Insurance Companies to Sue Cities over Climate Change

Insurance Companies to Sue Cities over Climate Change

Major insurance companies appear to be looking into a new tactic to recover money from paid claims. Such companies may start suing cities and states that they contend are not taking enough action to curb climate change.

Last May, Farmers Insurance Group filed a class action lawsuit against Chicago and some 200 suburban municipalities seeking damages. It claims that the cities and villages didn’t take enough action to prevent flooding that Farmers claimed was a result of global warming.

The Chicago area has had problems with flooding for decades. In fact, its Deep Tunnel project was started in 1972 in part because of constant flooding, and that was long before anyone worried about global warming. So flooding in Chicago is nothing new, and as the city and suburbs have grown, the issue has only grown with them. But after last year’s serious flooding, Farmers filed its lawsuit, asserting that the governments didn’t do enough to prevent the disaster.

In May, Reuters reported that this may be the new frontier for insurance companies tired of paying out claims.

“We will see more and more cases,” Michael Gerrard, director of the Center for Climate Change Law at Columbia Law School in New York, told the wire service. “No one is expected to plan for the 500-year storm, but if horrible events are happening with increasing frequency, that may shift the duties.”
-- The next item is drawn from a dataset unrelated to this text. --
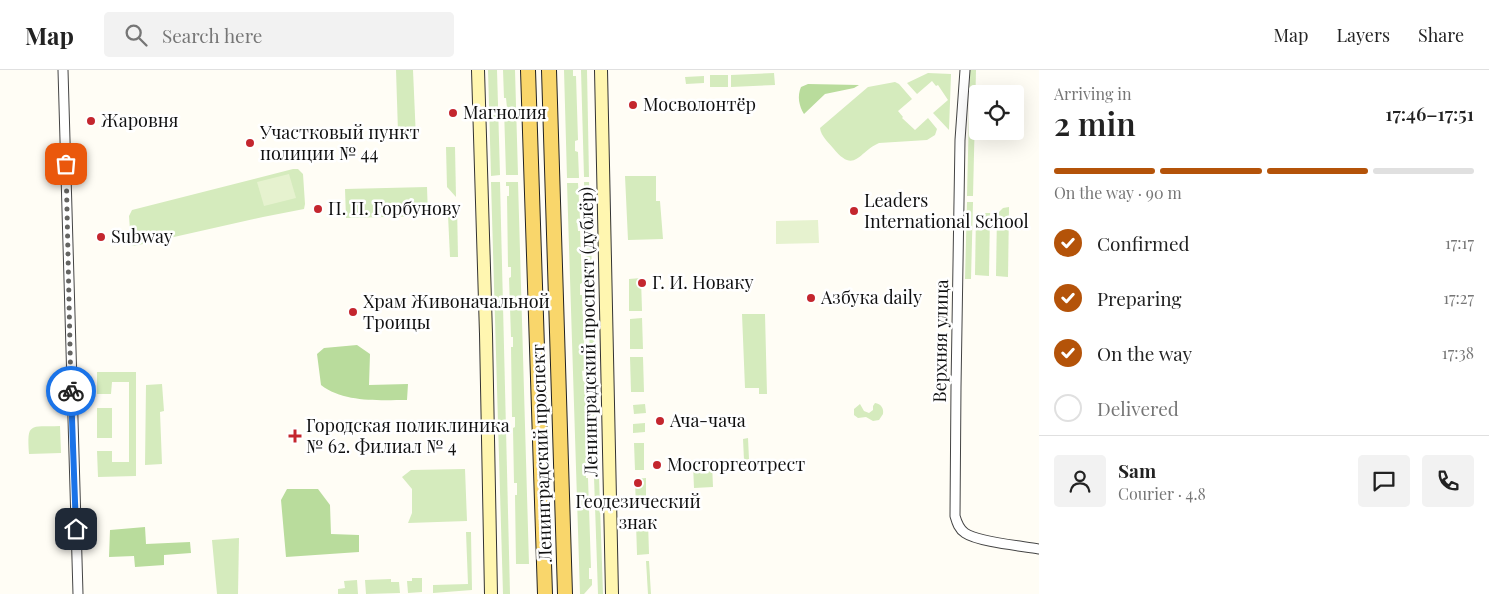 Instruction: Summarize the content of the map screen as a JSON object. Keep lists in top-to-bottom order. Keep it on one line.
{"streets":{"main road":["Ленинградский проспект (дублёр)","Ленинградский проспект"],"street":["Верхняя улица"]},"places":{"other":["Мосволонтёр","Магнолия","Жаровня","Участковый пункт полиции № 44","П. П. Горбунову","Leaders International School","Subway","Г. И. Новаку","Азбука daily","Храм Живоначальной Троицы","Ача-чача","Мосгоргеотрест","Геодезический знак"],"health":["Городская поликлиника № 62. Филиал № 4"]},"page":{"header":"Map","search":"Search here","nav":["Map","Layers","Share"],"heading":["2 min","Arriving in","17:46–17:51"],"panel":["Sam","Courier · 4.8"],"bar":"On the way · 90 m","list":[["Confirmed","17:17"],["Preparing","17:27"],["On the way","17:38"],"Delivered"]}}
This month, though, Farmers backed away from the lawsuit it filed against those governmental bodies in Illinois, saying that the suit had served its purpose as a warning against the communities.

“We hoped that by filing this lawsuit we would encourage cities and counties to take preventative steps to reduce the risk of harm in the future,” Farmers spokesman Trent Frager said in a statement on June 3. With that message delivered by the lawsuit, Farmers said it would work with the communities “to build stronger, safer communities.”

Such a lawsuit, however, could open a can of worms, and if successful, nearly everyone who builds a building or owns a home could be a target for a global warming lawsuit.